Le terre rare sono più difficili, pericolose e inquinanti da estrarre rispetto agli equivalenti metalli di transizione, e quindi più costosi. La loro maggiore criticità, che dal 2007 ha fatto esplodere i prezzi, è legata alle numerose applicazioni che hanno nelle nuove tecnologie, dai motori elettrici e ibridi, all’illuminazione a ridotto consumo energetico, dalle turbine eoliche alle fibre ottiche, fino ai laser e agli hard disk. Tutti settori che stanno attirando investimenti ingenti perchè candidati a trainare l’economia mondiale nei prossimi decenni.Gli esperti hanno calcolato che un mercato hi-tech da 2 mila miliardi di dollari dipende dalle terre rare, la cui offerta proviene per il 95% dalla Cina, Paese che ospita il 35% delle riserve globali.

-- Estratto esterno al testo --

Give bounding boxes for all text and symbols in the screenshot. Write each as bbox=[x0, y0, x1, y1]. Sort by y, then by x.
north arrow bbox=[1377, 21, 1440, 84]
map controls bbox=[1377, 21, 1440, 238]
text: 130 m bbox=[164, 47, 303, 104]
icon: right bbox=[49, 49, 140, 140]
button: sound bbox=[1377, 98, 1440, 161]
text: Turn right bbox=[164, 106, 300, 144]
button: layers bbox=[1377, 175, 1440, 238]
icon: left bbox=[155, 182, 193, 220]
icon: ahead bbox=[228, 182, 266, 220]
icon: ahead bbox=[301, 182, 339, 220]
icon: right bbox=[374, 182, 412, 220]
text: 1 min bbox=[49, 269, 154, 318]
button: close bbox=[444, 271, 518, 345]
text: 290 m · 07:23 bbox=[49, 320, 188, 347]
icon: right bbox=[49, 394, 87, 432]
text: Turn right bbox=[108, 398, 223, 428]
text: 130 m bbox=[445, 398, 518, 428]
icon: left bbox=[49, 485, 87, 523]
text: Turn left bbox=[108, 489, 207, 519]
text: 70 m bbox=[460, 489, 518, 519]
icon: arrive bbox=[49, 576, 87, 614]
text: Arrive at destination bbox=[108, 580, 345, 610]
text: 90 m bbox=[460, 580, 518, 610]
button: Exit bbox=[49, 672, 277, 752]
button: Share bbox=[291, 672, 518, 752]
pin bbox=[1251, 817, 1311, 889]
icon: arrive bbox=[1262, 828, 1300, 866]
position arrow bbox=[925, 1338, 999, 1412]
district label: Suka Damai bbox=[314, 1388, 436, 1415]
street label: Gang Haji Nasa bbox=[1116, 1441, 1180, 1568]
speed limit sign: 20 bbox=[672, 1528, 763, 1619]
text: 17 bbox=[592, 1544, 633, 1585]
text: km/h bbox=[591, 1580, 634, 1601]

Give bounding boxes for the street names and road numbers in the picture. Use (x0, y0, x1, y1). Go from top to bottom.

La decisione cinese di comprimere l’export ha avuto forti ripercussioni in tutto il mondo industrializzato. «Il mercato ha prontamente reagito con un deciso aumento dei prezzi: il costo della maggior parte delle “terre rare” è infatti aumentato di un fattore pari a 1,5 P4, mentre altre hanno subito aumenti molto, molto più cospicui», secondo gli analisti della Metal Research.
L’India ha subito dichiarato la propria disponibilità a incrementare l’export dei propri minerali, ma il Subcontinente non ha molte delle materie prime richieste dall’industria. Uno scenario che apre nuove frontiere per la Russia, seconda per disponibilità di materie (30% del mercato mondiale), ma frenata dalle inefficienze che caratterizzano l’industria estrattiva.
Un problema ben presente, ad esempio, nell’impianto di Lovozersk nella regione di Murmansk (nel Nord del Paese), che sfrutta i giacimenti di loparite, con una grande varietà di terre rare quali il tantalio, il niobio, lo zirconio, il lantanio e il cerio. Lo stesso valeper lo stabilimento di Solikamsk Magnesium, che lavora i concentrati di queste stesse sostanze. Occorrono quindi investimenti urgenti e ingenti per valorizzare tanta ricchezza. Come quella presente nel giacimento di Lovozersk, ricco anche di eudialite, minerale eccezionalmente raro che al di fuori della penisola di Kola è reperibile in piccole quantità in due soli luoghi al mondo. Un’altra “perla” è rappresentata dal giacimento di Tomtor, in Yakuzia, dove la quantità di terre rare si aggira attorno al 12% di tutto il mondo.
La Russia potrebbe cogliere l’opportunità presentatagli dalla Cina ottimizzando le proprie risorse minerarie e le infrastrutture associate. Potrebbe, per esempio, fornire prodotti semi-lavorati ai Paesi industrializzati destinati a risentire della stretta cinese. Iniziative che rappresenterebbero un buon punto di partenza per stabilire nella Federazione una catena di produzione avanzata di terre rare e per stimolare la produzione di tecnologie d’avanguardia.
Queste strategie comportano però uno sforzo economico. Occorre ripensare l’agenda di politica industriale del Paese per mettere questo argomento ai primi posti della lista. Uno sforzo non facile in questo periodo non certo roseo per l’economia. Di certo, sottolineano gli analisti, la Russia oggi ha un’opportunità storica: gli investimenti del settore promettono di essere ripagati con gli interessi perché le terre rare sono una tematica destinata a non esaurirsi nel volgere di pochi anni.